Problem statement: Each line holding the string "stream" is to be copied from the data.

Working data:
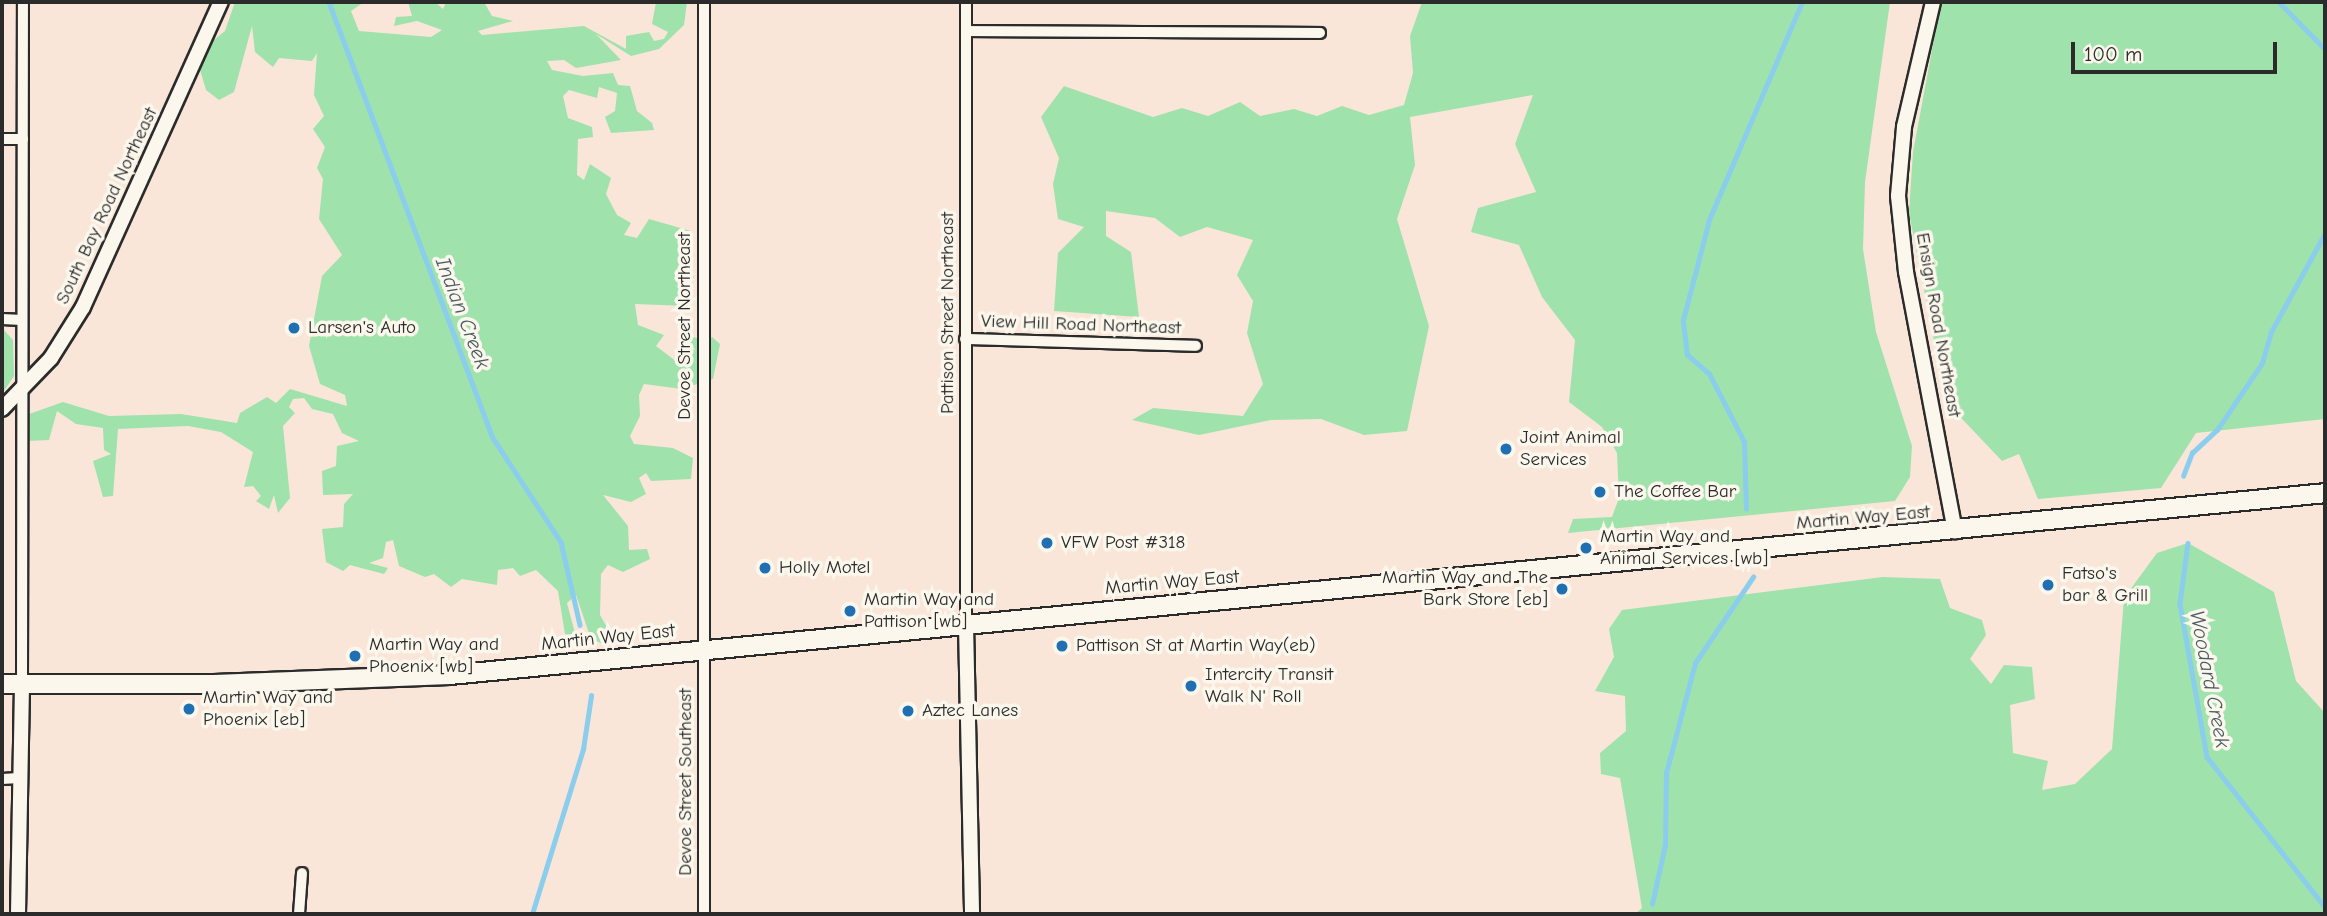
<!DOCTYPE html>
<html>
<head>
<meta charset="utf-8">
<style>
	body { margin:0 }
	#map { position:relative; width:2327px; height:916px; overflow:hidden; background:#f9e6d8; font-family:"Comic Neue",sans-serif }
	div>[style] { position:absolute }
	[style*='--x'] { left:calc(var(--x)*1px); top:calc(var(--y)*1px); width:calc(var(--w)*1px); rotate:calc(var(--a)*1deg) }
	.green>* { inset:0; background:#9fe2ac }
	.stream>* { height:4.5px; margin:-2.25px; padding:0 2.25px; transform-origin:2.25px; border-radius:2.25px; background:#8bcdec }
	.roads { filter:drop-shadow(2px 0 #2b2b2b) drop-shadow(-2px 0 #2b2b2b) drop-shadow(0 2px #2b2b2b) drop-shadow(0 -2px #2b2b2b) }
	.minor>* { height:10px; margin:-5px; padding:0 5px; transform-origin:5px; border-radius:5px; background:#fbf7ec }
	.tertiary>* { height:14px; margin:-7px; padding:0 7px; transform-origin:7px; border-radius:7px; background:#fbf7ec }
	.primary>* { height:18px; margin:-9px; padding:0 9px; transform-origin:9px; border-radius:9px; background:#fbf7ec }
	.dots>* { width:19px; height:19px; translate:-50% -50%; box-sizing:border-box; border:4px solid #fbf7ec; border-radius:50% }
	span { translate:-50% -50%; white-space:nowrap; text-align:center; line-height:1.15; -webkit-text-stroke:7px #fbf7ec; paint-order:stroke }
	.street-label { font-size:19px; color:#2b2b2b }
	.poi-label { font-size:19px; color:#2b2b2b }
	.left { translate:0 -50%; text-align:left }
	.right { translate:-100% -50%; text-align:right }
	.water-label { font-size:21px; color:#485c65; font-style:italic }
	.frame { position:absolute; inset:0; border:4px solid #2b2b2b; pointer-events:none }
	.scale { position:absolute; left:2071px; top:42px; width:206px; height:32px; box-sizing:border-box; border:4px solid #2b2b2b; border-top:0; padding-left:9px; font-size:21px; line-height:24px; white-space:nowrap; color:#2b2b2b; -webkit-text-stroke:5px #fbf7ec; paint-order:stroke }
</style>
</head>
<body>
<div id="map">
	<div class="green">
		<i style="clip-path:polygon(235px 2px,364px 2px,351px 11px,359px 31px,431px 37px,442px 30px,417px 21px,394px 26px,396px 17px,412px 16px,408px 2px,435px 2px,443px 9px,446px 2px,484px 2px,492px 16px,513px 21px,478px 31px,482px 35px,584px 26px,626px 49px,626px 36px,649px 32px,654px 41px,664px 39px,668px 32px,652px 24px,656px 2px,687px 2px,684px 25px,659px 49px,631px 56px,596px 34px,621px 60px,576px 68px,564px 60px,547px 61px,552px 70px,583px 76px,613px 73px,618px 85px,630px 86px,637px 111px,652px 123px,654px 130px,611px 133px,605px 117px,615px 111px,617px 93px,599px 87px,597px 98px,569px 90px,563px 96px,568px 118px,592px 127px,593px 137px,578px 139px,577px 175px,584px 180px,590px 164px,611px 178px,606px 194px,617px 215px,631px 223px,624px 235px,637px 238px,649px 219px,691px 231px,684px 251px,694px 278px,686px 283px,687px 306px,635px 304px,638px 325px,664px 335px,656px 346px,677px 362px,690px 361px,684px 350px,694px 337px,707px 342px,712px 337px,720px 344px,713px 379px,682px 389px,644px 384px,639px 395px,640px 416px,630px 436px,634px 444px,673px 448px,693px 458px,691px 479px,651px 481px,646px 473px,639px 478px,646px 494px,631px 502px,603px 495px,628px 526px,629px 550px,647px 549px,650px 559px,623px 572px,608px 565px,601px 574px,600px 615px,609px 631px,601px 643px,591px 639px,576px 595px,567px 603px,576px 637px,565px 634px,558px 591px,536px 570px,520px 576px,513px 568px,498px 570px,497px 585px,462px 579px,451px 587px,434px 574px,425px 577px,399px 566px,393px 540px,386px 542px,383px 558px,369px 563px,388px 568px,384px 574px,350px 565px,343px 571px,326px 562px,322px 529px,343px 527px,344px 504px,353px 494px,323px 495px,322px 471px,336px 466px,337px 446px,359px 441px,342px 433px,333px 414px,312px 409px,304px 398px,293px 399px,289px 407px,295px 413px,283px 426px,290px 498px,278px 513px,274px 495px,269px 509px,256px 501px,261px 496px,253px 486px,244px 487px,253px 452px,221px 432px,188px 426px,118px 429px,113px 496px,103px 497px,93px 461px,111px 454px,104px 450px,103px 428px,76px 424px,57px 411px,49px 440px,27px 441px,17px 428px,18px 418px,63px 402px,109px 416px,181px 414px,237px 423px,240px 413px,267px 397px,276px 403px,290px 389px,347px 406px,345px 395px,320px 384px,309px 346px,322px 276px,342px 255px,319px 219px,323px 179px,317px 168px,325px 147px,313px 129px,324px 116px,314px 95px,317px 53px,312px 61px,279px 58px,273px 67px,255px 52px,252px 26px,234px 92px,219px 100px,206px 90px,198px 63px,204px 48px,225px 31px)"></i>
		<i style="clip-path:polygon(1422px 2px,1890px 2px,1865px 182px,1863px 249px,1876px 332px,1912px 446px,1910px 477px,1895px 501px,1568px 533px,1573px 519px,1612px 517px,1619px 498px,1617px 453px,1602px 427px,1569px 402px,1575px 340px,1542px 297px,1519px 245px,1471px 232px,1478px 208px,1536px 192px,1515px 144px,1533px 95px,1410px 117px,1415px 165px,1397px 219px,1429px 326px,1407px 431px,1364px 435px,1321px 419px,1271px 420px,1199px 435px,1132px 420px,1153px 408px,1243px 416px,1263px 384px,1247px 333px,1253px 301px,1237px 275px,1253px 240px,1207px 227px,1180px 237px,1155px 218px,1106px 211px,1106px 236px,1131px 252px,1139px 317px,1054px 311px,1058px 253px,1084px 227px,1058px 219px,1053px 184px,1059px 158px,1041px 117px,1064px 86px,1153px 117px,1182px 108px,1208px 116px,1240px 102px,1260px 116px,1294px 109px,1317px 116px,1342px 106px,1369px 115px,1404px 105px,1413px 73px,1410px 36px)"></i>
		<i style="clip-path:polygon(1941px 2px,2325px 2px,2325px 419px,2196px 433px,2161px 488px,2038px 499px,2019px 454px,2002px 461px,1946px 402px,1909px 213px,1913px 152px)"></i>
		<i style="clip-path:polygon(2px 328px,13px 340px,14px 376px,2px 394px)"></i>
		<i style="clip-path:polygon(2188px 543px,2274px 592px,2296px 681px,2325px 713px,2325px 914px,1635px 914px,1642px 908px,1620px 778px,1601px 774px,1600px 753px,1626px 731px,1625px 696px,1595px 691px,1614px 657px,1609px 629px,1622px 610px,1883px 577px,1940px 579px,1950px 608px,1982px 620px,1986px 635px,1970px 659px,1991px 684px,2004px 665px,2032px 667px,2035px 699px,2010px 705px,2013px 753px,2048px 761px,2042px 790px,2075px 784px,2112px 749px,2124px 598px,2157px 553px)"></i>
	</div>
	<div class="stream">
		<i style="--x:329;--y:2;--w:466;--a:69.4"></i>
		<i style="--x:493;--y:438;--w:124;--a:56.8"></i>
		<i style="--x:561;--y:542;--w:85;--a:77.1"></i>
		<i style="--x:2279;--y:2;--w:66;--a:45.6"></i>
		<i style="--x:2183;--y:476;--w:25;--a:-69"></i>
		<i style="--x:2192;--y:453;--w:34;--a:-43"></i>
		<i style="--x:2217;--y:430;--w:81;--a:-56.1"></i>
		<i style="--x:2262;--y:363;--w:32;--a:-74"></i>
		<i style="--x:2271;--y:332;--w:113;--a:-61.4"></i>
		<i style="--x:1746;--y:509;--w:67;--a:-91.7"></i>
		<i style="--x:1744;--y:442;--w:76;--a:-117.2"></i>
		<i style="--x:1709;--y:374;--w:29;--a:-139"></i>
		<i style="--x:1687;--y:355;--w:35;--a:-97"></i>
		<i style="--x:1683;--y:320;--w:103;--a:-75.4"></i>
		<i style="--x:1709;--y:220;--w:237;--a:-66.9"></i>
		<i style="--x:2188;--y:543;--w:62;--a:97.5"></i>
		<i style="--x:2180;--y:604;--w:155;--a:80"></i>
		<i style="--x:2207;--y:757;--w:191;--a:51.8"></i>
		<i style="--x:1652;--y:904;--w:60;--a:-77.6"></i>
		<i style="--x:1665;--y:845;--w:72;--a:-89.2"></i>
		<i style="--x:1666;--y:773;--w:114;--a:-75.2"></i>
		<i style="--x:1695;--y:663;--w:104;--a:-56"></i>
		<i style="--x:532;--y:914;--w:173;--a:-72.8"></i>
		<i style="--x:583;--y:749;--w:54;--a:-81.4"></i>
	</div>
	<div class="roads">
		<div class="minor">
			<i style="--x:704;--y:2;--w:912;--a:90"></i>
			<i style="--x:966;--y:2;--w:622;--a:90"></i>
			<i style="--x:966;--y:31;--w:354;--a:0.3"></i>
			<i style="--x:2;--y:139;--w:21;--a:0"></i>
			<i style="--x:2;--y:319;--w:20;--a:3"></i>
			<i style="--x:965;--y:339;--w:231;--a:1.7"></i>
			<i style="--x:22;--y:684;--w:682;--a:-89.92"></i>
			<i style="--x:2;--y:779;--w:17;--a:-3"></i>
			<i style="--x:299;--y:914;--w:41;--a:-85.8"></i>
		</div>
		<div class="tertiary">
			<i style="--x:1933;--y:2;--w:128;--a:103.1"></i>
			<i style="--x:1904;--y:127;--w:69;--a:95"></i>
			<i style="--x:1898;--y:196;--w:76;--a:84"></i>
			<i style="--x:1906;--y:272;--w:264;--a:79.3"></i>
			<i style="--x:2;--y:409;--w:71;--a:-46.1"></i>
			<i style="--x:51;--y:358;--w:60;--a:-57.9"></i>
			<i style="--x:83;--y:307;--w:335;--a:-65.7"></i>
			<i style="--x:966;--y:624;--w:290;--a:88.8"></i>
			<i style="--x:18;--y:914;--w:230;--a:-89"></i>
		</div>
		<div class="primary">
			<i style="--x:2;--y:684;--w:212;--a:0"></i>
			<i style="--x:214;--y:684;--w:236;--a:-2.2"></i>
			<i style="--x:450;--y:675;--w:1884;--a:-5.54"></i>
		</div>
	</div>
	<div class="dots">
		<i style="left:294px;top:328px;background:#1f6fb2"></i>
		<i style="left:1506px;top:449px;background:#1f6fb2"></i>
		<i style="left:1600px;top:492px;background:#1f6fb2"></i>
		<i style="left:1047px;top:543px;background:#1f6fb2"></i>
		<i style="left:1586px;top:548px;background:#1f6fb2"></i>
		<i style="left:765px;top:568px;background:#1f6fb2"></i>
		<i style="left:2048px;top:585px;background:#1f6fb2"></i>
		<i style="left:1562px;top:589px;background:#1f6fb2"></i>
		<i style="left:850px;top:611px;background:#1f6fb2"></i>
		<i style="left:1062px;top:646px;background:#1f6fb2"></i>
		<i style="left:355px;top:656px;background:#1f6fb2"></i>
		<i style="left:1191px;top:686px;background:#1f6fb2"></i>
		<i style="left:189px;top:709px;background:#1f6fb2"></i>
		<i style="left:908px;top:711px;background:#1f6fb2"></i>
	</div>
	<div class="street-label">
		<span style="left:107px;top:206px;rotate:-65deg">South Bay Road Northeast</span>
		<span style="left:948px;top:313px;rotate:-90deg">Pattison Street Northeast</span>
		<span style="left:1081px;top:325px;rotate:2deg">View Hill Road Northeast</span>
		<span style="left:1938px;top:325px;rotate:80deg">Ensign Road Northeast</span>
		<span style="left:685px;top:326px;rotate:-90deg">Devoe Street Northeast</span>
		<span style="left:1863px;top:518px;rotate:-5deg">Martin Way East</span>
		<span style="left:1172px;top:583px;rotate:-5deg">Martin Way East</span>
		<span style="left:608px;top:638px;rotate:-6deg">Martin Way East</span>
		<span style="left:686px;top:782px;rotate:-90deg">Devoe Street Southeast</span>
	</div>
	<div class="poi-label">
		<span class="left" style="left:308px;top:328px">Larsen's Auto</span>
		<span class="left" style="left:1520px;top:449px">Joint Animal<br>Services</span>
		<span class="left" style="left:1614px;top:492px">The Coffee Bar</span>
		<span class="left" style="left:1600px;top:548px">Martin Way and<br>Animal Services [wb]</span>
		<span class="left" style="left:1061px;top:543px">VFW Post #318</span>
		<span class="left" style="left:779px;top:568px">Holly Motel</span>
		<span class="left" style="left:2062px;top:585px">Fatso's<br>bar &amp; Grill</span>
		<span class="right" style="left:1548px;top:589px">Martin Way and The<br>Bark Store [eb]</span>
		<span class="left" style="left:864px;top:611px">Martin Way and<br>Pattison [wb]</span>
		<span class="left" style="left:369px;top:656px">Martin Way and<br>Phoenix [wb]</span>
		<span class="left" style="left:1076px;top:646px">Pattison St at Martin Way(eb)</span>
		<span class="left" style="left:1205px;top:686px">Intercity Transit<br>Walk N' Roll</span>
		<span class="left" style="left:203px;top:709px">Martin Way and<br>Phoenix [eb]</span>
		<span class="left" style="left:922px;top:711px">Aztec Lanes</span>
	</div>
	<div class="water-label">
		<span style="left:463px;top:313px;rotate:69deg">Indian Creek</span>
		<span style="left:2210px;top:679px;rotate:79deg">Woodard Creek</span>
	</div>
	<div class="frame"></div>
	<div class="scale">100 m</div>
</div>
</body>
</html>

Answer space:
	.stream>* { height:4.5px; margin:-2.25px; padding:0 2.25px; transform-origin:2.25px; border-radius:2.25px; background:#8bcdec }
	<div class="stream">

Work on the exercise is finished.